An advantage of the subdivided curve is that the subdivision structure allows fir efficient compression, while still offering a faithful approximation of the original curve. The compression efficiency is obtained thanks to the following properties:The decimated/base curve has a low number of vertices and requires a limited number of bits to be encoded/transmitted. The subdivided curve is automatically generated by the decoder once the base/decimated curve is decoded (i.e., no need for any information other than the subdivision scheme type and subdivision iteration count).The displaced curve is generated by decoding the displacement vectors associated with the subdivided curve vertices. Besides allowing for spatial/quality scalability, the subdivision structure enables efficient transforms such as wavelet decomposition, which can offer high compression performance.
FIG. 6 shows a block diagram of pre-processing system 600 which may be included in V-DMC encoder 200 or may be separate from V-DMC encoder 200. Pre-processing system 600 represents an example implementation of pre-processing unit 204 as described with respect to FIG. 2. In the example of FIG. 6, pre-processing system 600 includes mesh decimation unit 610, atlas parameterization unit 620, and subdivision surface fitting unit 630.
Mesh decimation unit 610 uses a simplification technique to decimate the input mesh M(i) and produce the decimated mesh dm(i). The decimated mesh dm(i) is then re-parameterized by atlas parameterization unit 620, which may for example use the UVAtlas tool. The generated mesh is denoted as pm(i). The UVAtlas tool considers only the geometry information of the decimated mesh dm(i) when computing the atlas parameterization, which is likely sub-optimal for compression purposes. Better parameterization schemes or tools may also be considered with the proposed framework.

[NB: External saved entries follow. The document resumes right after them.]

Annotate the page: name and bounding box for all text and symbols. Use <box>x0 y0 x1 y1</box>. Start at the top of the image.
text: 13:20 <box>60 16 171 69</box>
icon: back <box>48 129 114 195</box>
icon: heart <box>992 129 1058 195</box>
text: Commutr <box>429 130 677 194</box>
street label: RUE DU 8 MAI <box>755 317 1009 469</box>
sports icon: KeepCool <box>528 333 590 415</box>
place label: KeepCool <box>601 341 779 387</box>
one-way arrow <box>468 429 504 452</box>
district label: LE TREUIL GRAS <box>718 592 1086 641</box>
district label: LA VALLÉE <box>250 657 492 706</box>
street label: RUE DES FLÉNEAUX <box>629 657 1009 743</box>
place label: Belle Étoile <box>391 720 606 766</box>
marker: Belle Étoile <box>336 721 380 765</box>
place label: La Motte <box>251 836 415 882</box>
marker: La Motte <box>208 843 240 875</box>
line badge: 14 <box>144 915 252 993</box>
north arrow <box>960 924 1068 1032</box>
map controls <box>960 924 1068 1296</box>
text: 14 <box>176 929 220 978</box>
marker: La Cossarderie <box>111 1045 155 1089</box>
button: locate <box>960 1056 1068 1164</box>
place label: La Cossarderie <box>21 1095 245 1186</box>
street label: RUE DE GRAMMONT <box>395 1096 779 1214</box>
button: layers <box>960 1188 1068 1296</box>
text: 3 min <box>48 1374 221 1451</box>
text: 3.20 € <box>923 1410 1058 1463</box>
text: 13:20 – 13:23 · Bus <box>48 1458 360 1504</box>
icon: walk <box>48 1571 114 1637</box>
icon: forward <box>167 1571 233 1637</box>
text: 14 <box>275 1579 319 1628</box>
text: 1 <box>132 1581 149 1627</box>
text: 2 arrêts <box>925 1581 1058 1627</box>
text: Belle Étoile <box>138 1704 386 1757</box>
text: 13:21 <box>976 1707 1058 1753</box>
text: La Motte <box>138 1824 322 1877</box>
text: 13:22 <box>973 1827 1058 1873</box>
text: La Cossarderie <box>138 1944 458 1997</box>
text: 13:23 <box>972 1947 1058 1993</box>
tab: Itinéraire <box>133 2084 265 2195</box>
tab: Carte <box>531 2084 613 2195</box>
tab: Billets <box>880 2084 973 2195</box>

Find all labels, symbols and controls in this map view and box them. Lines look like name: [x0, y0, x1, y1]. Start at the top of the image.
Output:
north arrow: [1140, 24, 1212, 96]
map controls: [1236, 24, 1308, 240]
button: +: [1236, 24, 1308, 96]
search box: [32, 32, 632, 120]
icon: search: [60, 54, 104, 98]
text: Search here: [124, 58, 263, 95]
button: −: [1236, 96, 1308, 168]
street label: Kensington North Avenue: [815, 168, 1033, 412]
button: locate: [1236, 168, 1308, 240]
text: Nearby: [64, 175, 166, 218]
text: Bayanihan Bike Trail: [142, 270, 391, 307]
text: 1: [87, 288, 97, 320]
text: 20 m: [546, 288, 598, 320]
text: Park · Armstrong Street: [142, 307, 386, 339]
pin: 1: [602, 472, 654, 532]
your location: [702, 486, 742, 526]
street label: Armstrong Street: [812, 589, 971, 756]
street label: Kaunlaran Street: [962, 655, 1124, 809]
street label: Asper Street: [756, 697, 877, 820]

Applying re-parameterization to the input mesh makes it possible to generate a lower number of patches. This reduces parameterization discontinuities and may lead to better RD performance. Subdivision surface fitting unit 630 takes as input the re-parameterized mesh pm(i) and the input mesh M(i) and produces the base mesh m(i) together with a set of displacements d(i). First, pm(i) is subdivided by applying the subdivision scheme. The displacement field d(i) is computed by determining for each vertex of the subdivided mesh the nearest point on the surface of the original mesh M(i).
For the Random Access (RA) condition, a temporally consistent re-meshing may be computed by considering the base mesh m(j) of a reference frame with index j as the input for subdivision surface fitting unit 630. This makes it possible to produce the same subdivision structure for the current mesh M′(i) as the one computed for the reference mesh M′(j). Such a re-meshing process makes it possible to skip the encoding of the base mesh m(i) and re-use the base mesh m(j) associated with the reference frame M(j). This may also enable better temporal prediction for both the attribute and geometry information. More precisely, a motion field f(i) describing how to move the vertices of m(j) to match the positions of m(i) is computed and encoded. Note that such time-consistent re-meshing is not always possible. The proposed system compares the distortion obtained with and without the temporal consistency constraint and chooses the mode that offers the best RD compromise.
Note that the pre-processing system is not normative and may be replaced by any other system that produces displaced subdivision surfaces. A possible efficient implementation would constrain the 3D reconstruction unit to directly generate displaced subdivision surface and avoids the need for such pre-processing.
V-DMC encoder 200 and V-DMC decoder 300 may be configured to perform displacements coding. Depending on the application and the targeted bitrate/visual quality, the encoder may optionally encode a set of displacement vectors associated with the subdivided mesh vertices, referred to as the displacement field d(i), as described in this section.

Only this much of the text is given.